Speaker
Description
The multiplicity distribution (MD) of charged particles in high-energy proton-proton collisions remains an intricate aspect of quantum chromodynamics (QCD). Traditional models, such as the Negative Binomial Distribution (NBD), were fitted and successfully described MDs at lower energies, but fail at higher energies, such as those probed by the Large Hadron Collider (LHC), where a ``shoulder-like'' structure emerges.
To address this, we employ the Double Negative Binomial Distribution (DNBD), a weighted combination of two NBDs, representing contributions from soft and semi-hard processes. This model typically involves six free parameters, but by incorporating the $k_T$ factorization formalism and introducing an energy scale $\Lambda$, we effectively reduce the number of free parameters to four while maintaining a strong fit to high-energy MD data. The unintegrated gluon distribution used in this work is derived from the Golec-Biernat–Wüsthoff (GBW) model.

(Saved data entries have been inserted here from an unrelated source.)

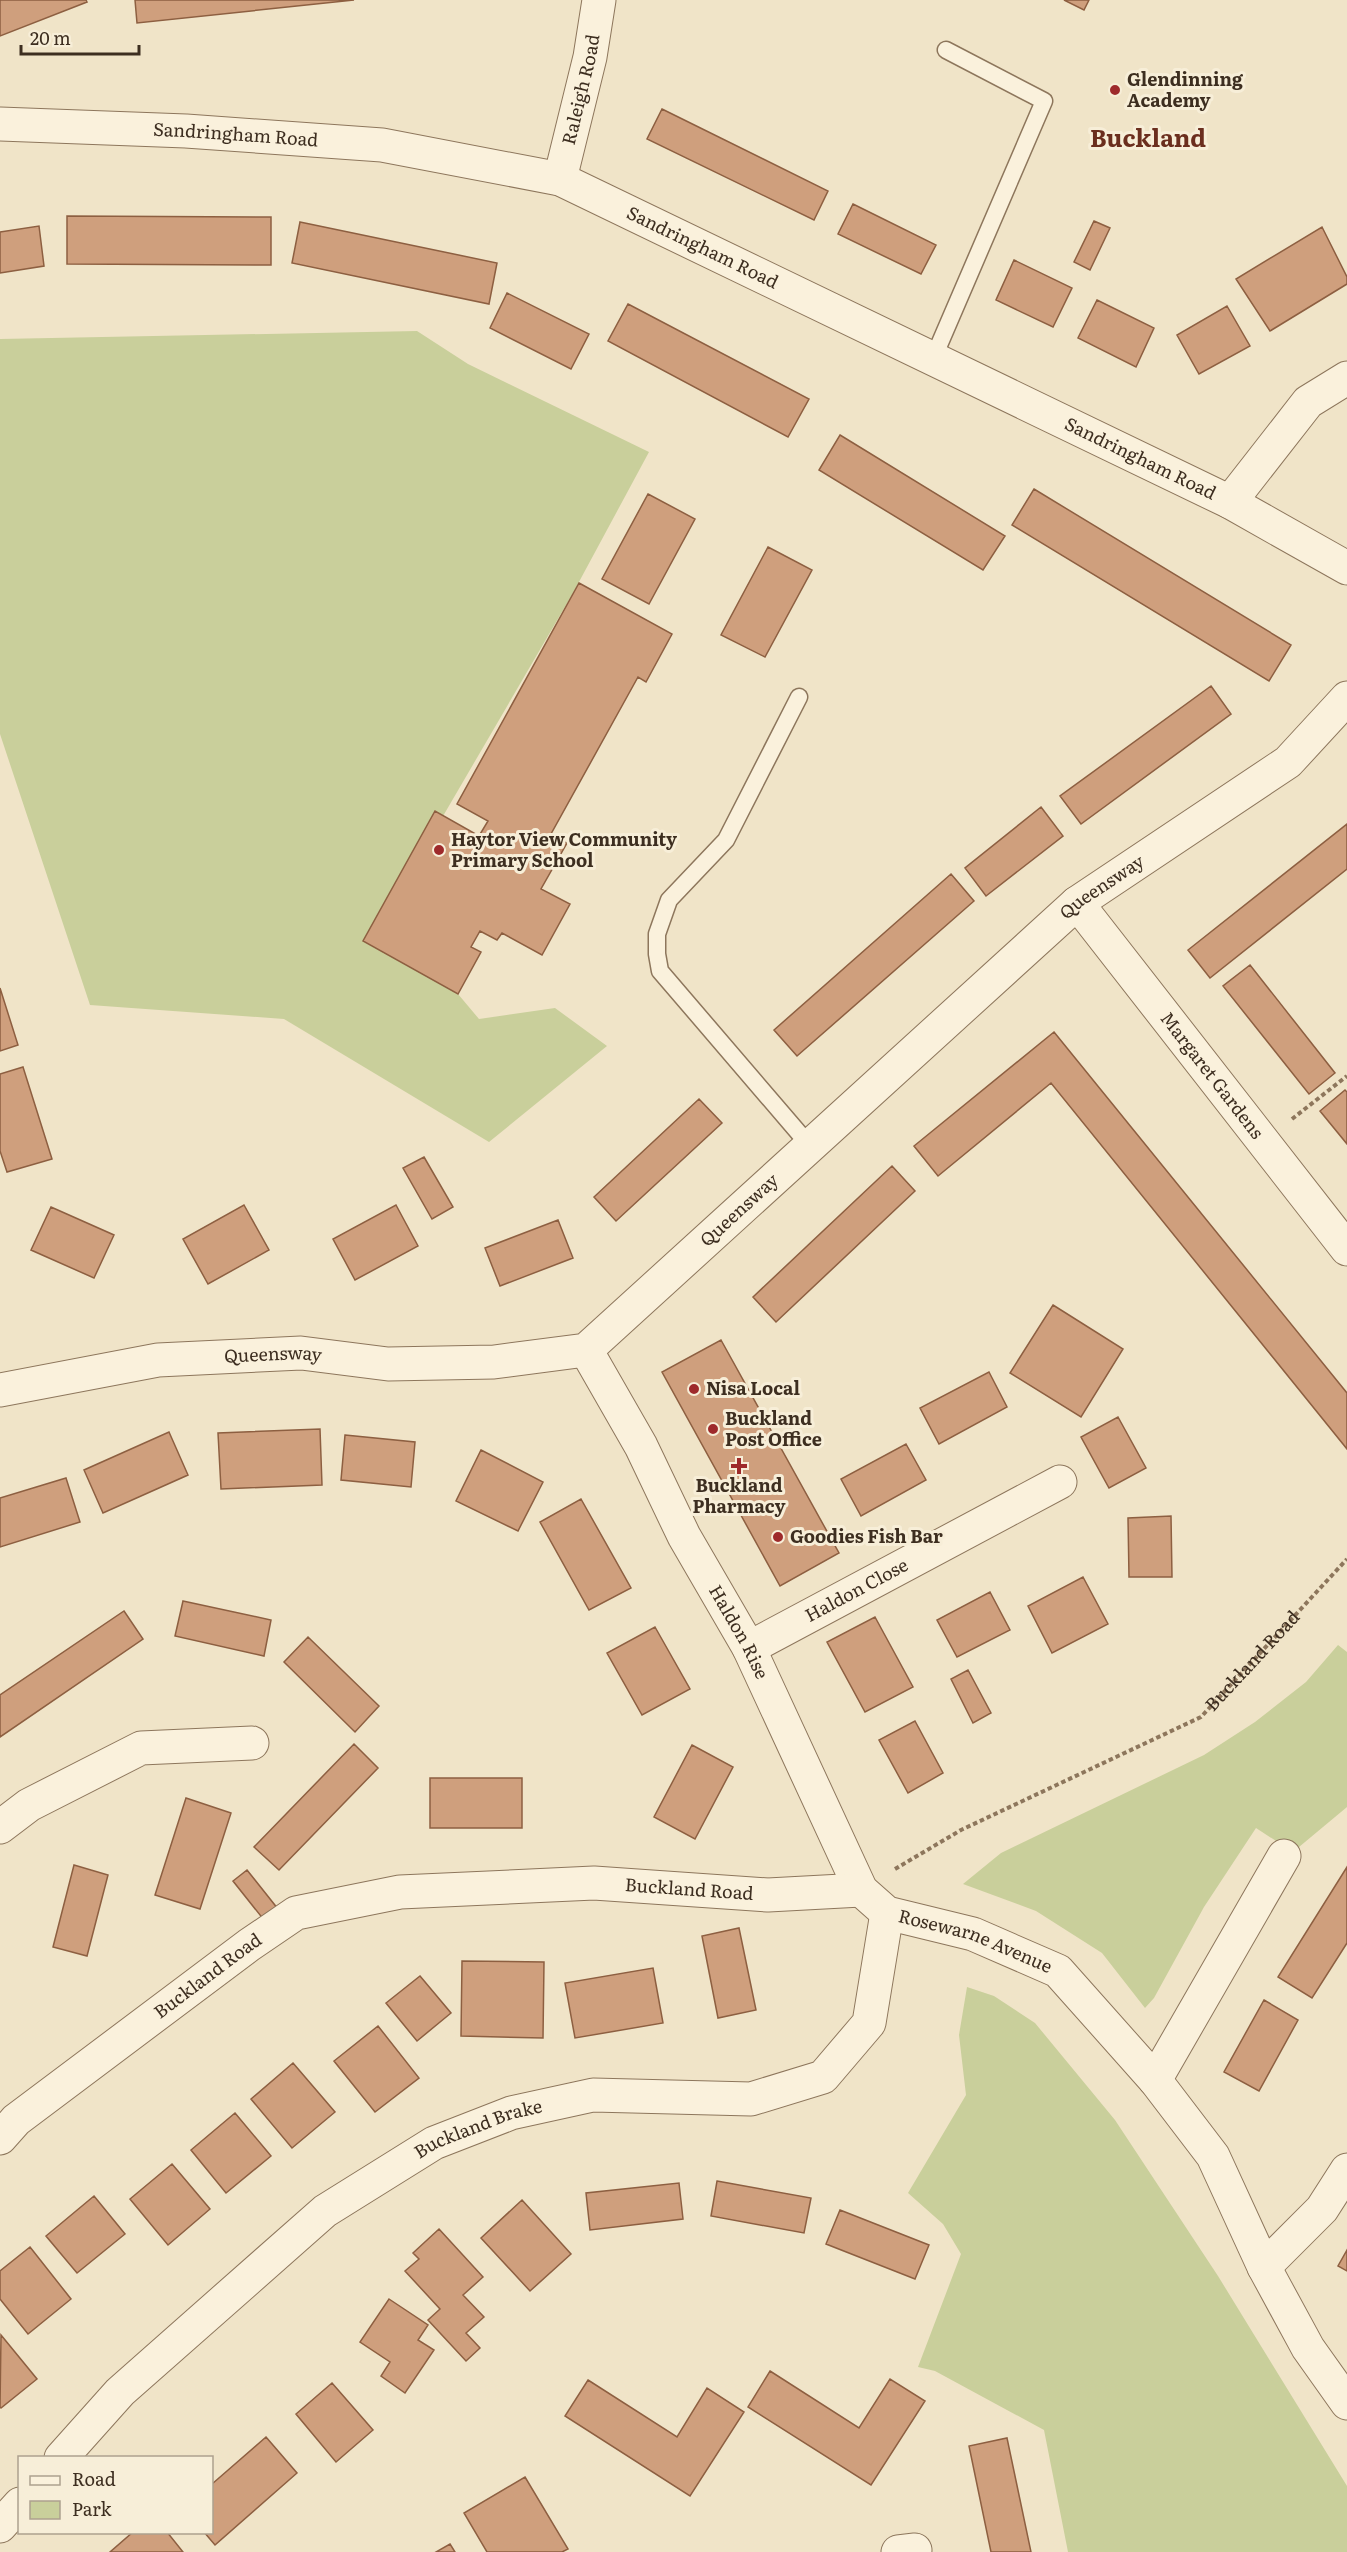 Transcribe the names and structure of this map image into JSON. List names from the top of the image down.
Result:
{
  "streets": {
    "street": [
      "Raleigh Road",
      "Sandringham Road",
      "Queensway",
      "Margaret Gardens",
      "Haldon Close",
      "Haldon Rise",
      "Buckland Road",
      "Rosewarne Avenue",
      "Buckland Brake"
    ]
  },
  "crossings": [
    ["Raleigh Road", "Sandringham Road"],
    ["Queensway", "Margaret Gardens"],
    ["Queensway", "Haldon Rise"],
    ["Haldon Close", "Haldon Rise"],
    ["Haldon Rise", "Buckland Road"],
    ["Haldon Rise", "Rosewarne Avenue"],
    ["Haldon Rise", "Buckland Brake"],
    ["Rosewarne Avenue", "Buckland Brake"]
  ],
  "districts": ["Buckland"],
  "places": {
    "other": [
      "Glendinning Academy",
      "Haytor View Community Primary School",
      "Nisa Local",
      "Buckland Post Office",
      "Goodies Fish Bar"
    ],
    "health": ["Buckland Pharmacy"]
  },
  "legend": ["Road", "Park"],
  "scale_bar": "20 m"
}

Additionally, we investigate the KNO scaling and use the $k_T$ factorization formalism to describe the pseudo-rapidity distribution. Our approach demonstrates excellent agreement with recent experimental data, yielding low $\chi^2$ values and highlighting the potential for improvements using more realistic gluon distribution model. This analysis provides valuable insights into the interplay of soft and semi-hard processes in high-energy collisions.